YOUR GOAL
Your reply should be made up of every line in the records below that holds the string "Milestones".

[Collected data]

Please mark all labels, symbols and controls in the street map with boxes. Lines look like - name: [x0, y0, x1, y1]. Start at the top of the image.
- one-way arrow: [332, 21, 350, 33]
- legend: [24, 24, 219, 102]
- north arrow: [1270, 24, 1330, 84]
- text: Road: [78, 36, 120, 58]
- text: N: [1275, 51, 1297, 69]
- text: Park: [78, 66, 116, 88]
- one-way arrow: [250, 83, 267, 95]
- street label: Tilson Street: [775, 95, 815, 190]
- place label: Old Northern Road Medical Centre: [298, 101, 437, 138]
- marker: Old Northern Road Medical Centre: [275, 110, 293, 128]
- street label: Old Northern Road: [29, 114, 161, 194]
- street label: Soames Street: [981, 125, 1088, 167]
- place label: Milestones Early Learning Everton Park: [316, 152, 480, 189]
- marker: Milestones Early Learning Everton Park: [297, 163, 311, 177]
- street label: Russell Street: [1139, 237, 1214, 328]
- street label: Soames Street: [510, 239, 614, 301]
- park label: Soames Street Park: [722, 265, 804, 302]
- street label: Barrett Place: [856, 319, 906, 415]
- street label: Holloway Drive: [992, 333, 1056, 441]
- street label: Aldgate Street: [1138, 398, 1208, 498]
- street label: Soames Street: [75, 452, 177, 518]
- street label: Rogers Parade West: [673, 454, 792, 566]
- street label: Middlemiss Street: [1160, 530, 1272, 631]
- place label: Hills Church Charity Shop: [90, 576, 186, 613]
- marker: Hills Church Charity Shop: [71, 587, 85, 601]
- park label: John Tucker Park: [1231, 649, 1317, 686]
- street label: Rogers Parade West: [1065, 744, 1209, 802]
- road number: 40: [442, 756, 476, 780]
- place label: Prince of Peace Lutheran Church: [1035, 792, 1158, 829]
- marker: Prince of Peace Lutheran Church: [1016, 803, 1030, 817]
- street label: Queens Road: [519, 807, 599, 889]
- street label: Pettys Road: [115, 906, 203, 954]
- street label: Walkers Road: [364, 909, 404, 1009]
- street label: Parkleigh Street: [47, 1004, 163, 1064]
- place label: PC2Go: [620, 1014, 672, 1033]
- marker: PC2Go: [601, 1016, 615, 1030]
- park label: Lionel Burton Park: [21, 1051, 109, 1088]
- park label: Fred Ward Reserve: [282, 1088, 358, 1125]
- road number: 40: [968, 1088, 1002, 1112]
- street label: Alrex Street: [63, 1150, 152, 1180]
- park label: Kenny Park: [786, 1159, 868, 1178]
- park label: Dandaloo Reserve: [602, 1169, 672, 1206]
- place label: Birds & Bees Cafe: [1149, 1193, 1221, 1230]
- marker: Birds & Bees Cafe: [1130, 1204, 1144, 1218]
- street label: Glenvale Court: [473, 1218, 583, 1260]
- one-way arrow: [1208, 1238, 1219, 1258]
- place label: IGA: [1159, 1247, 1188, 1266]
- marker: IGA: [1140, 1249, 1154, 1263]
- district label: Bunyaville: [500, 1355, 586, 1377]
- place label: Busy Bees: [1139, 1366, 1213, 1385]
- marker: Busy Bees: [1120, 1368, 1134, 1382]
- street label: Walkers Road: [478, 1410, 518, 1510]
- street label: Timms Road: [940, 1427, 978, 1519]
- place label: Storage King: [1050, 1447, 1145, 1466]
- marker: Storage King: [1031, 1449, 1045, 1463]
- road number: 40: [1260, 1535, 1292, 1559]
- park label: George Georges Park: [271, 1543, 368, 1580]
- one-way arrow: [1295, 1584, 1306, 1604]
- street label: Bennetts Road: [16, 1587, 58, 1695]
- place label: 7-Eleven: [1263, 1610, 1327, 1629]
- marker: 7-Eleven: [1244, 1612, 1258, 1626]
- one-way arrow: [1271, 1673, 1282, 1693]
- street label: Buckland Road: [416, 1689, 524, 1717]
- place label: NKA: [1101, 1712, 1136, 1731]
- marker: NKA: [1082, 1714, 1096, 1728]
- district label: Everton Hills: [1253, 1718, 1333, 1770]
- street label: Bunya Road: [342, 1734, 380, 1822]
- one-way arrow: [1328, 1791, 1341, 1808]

OUTPUT OF THE TASK
- place label: Milestones Early Learning Everton Park: [316, 152, 480, 189]
- marker: Milestones Early Learning Everton Park: [297, 163, 311, 177]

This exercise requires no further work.